Economy, eNews
Economic mixed signals: Why hard data isn’t telling the whole story

The U.S. economy surpassed expectations after real (inflation adjusted) gross domestic product (GDP) increased by 3% at a seasonally adjusted annualized rate for the second quarter of 2025, reversing a 0.5% decline in the previous quarter, according to the U.S. Bureau of Economic Analysis. Contributing to the rise in real GDP, consumer spending grew by 1.4%, up from 0.5% in the prior period.
Why it matters: Although the headline GDP growth rate and consumer spending data—what economists call hard data—support a promising outlook for the economy, some economists anticipate a downturn due to economic uncertainties further reflected in soft data from consumer and economic surveys. Credit professionals who consider both hard and soft data are better positioned to anticipate and manage future risk.
The gap between hard and soft economic indicators has become a recurring theme, with each pointing to a different outlook, one suggesting stability, the other warning of a possible recession. “A couple years ago, economists, me included, predicted a high possibility of recession,” said NACM Economist Amy Crews Cutts, Ph.D., CBE during an NACM webinar, An Economic Update: What’s Next? “We did see a slowdown at the time; we just never tipped all the way into a a recession. I think that now, the case is even stronger and we will see a recession in the next 12 months. I could be wrong, but I believe the hard data will eventually align with the soft data—it’s only a matter of time.”
Hard data shows stability—for now
The same GDP report that indicated things were running smoothly in the second quarter also shows that business investment and spending (known as “gross private domestic investment” in GDP terms) fell 15.6%, exports declined 1.8%, and imports tumbled 30.3%. This is some of the first hard data to show significant weakness.
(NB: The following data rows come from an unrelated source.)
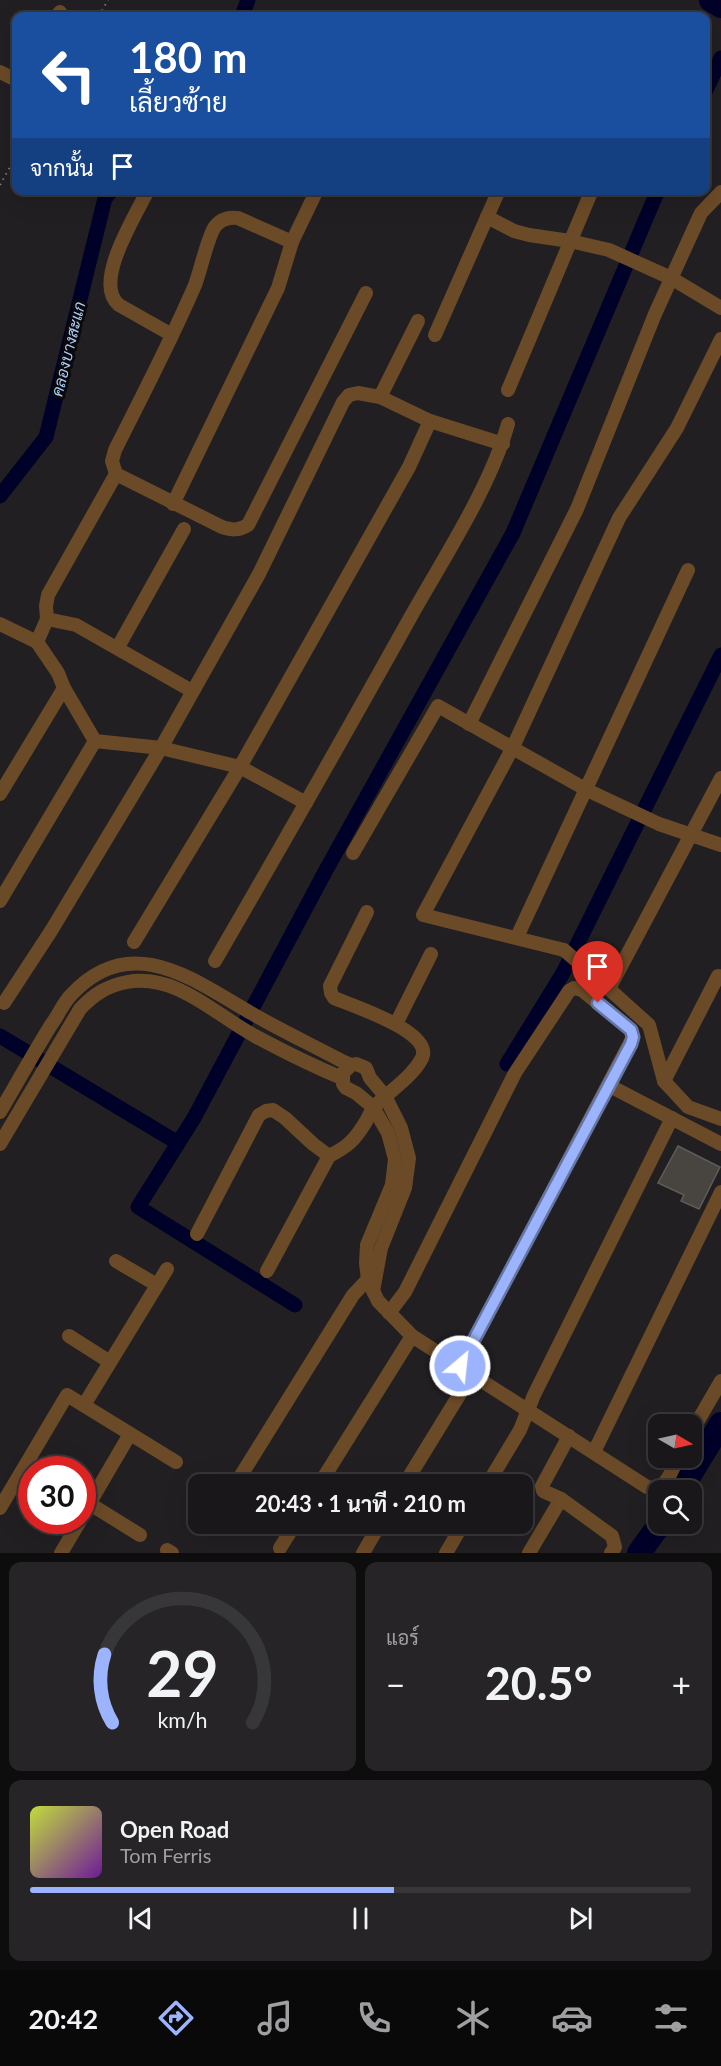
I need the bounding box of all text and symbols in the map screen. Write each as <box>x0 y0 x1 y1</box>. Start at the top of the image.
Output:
text: 180 m <box>129 32 247 82</box>
icon: left <box>30 36 108 114</box>
text: เลี้ยวซ้าย <box>129 85 227 118</box>
icon: arrive <box>106 150 139 183</box>
text: จากนั้น <box>30 154 94 181</box>
water label: คลองบางสะแก <box>47 299 88 398</box>
pin <box>572 941 623 1003</box>
icon: arrive <box>581 950 614 983</box>
position arrow <box>428 1334 492 1398</box>
north arrow <box>648 1414 702 1468</box>
map controls <box>648 1414 702 1534</box>
speed limit sign: 30 <box>18 1456 96 1534</box>
button: search <box>648 1480 702 1534</box>
text: 20:43 · 1 นาที · 210 m <box>255 1490 466 1517</box>
text: แอร์ <box>386 1625 419 1649</box>
text: 29 <box>146 1635 219 1710</box>
text: 20.5° <box>485 1656 592 1710</box>
text: − <box>386 1664 405 1704</box>
text: + <box>672 1664 691 1704</box>
text: km/h <box>157 1708 208 1734</box>
text: Open Road <box>120 1816 229 1843</box>
text: Tom Ferris <box>120 1843 211 1867</box>
icon: previous <box>124 1902 157 1935</box>
icon: pause <box>344 1902 377 1935</box>
icon: next <box>564 1902 597 1935</box>
icon: directions <box>155 1997 197 2039</box>
icon: music <box>254 1997 296 2039</box>
icon: phone <box>353 1997 395 2039</box>
icon: climate <box>452 1997 494 2039</box>
icon: car <box>551 1997 593 2039</box>
icon: filters <box>650 1997 692 2039</box>
text: 20:42 <box>29 2002 98 2035</box>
Another measure that credit professionals will want to watch is the Conference Board’s U.S. Leading Economic Index (LEI), an early indicator of turning points in the business cycle, which fell by 0.3% in June to 98.8. The LEI’s performance continues to signal a recession for the third consecutive month in June, according to a Conference Board report. “The LEI typically tells us when things are getting weaker before it necessarily shows up in the GDP report, the employment report and other hard data we may be following,” Cutts said.
Meanwhile, the U.S. labor market remains stable. Data from the Conference Board Employment Trends Index (ETI) held steady in June at 107.83, unchanged from the revised May figure. “Recent data ultimately still show a continuation of the recent low-hiring, low-firing environment,” said Mitchell Barnes, economist at The Conference Board. “But the question is to what extent the build-up of uncertainty will translate into a broader softening in activity and labor demand.”
Soft data foreshadow shifts in the economy
Soft data from consumer sentiment and economic surveys reveal that uncertainty remains one of the biggest drags on the economy. According to NACM’s Credit Managers’ Index (CMI) survey, credit professionals report that unclear government policies and trade shifts are making it difficult to plan investments, drastically impacting consumer and business confidence. “Consumers are also becoming more cautious,” Cutts said. “Sentiment improved slightly in June but remains near levels last seen during the 2008 financial crisis.”
Consumer sentiment surveys don’t always reflect actual consumer behavior. Some customers may spend more in times of uncertainty, while others may cut back sharply. However, based on recent survey reports, the general mood is highly pessimistic. “The University of Michigan Consumer Sentiment Index shows that most consumers surveyed are not happy with how things are going,” said Cutts. “These are soft data points, but they’re powerful signals of how people feel about the economy.”
Hard data like GDP, interest rates and market trends reflect concrete outcomes, but often lag the shifts that soft data, such as surveys and expectations, can reveal in real time. “While earlier recession warnings didn’t fully materialize a couple years ago, the underlying stress was apparent,” Cutts said. “NACM members who participate in the CMI survey were indicating stress at that time and they are even louder about it now. I think it will only be a matter of a month or two for the hard data to begin to reflect the warning signs soft indicators have been flashing for some time.”
The bottom line: While recent hard data suggests stability, mounting policy uncertainty, softening labor conditions and rising inflation risks point to economic strain ahead. Credit professionals and business leaders who integrate both hard and soft data into their planning will be best equipped to manage through what comes next.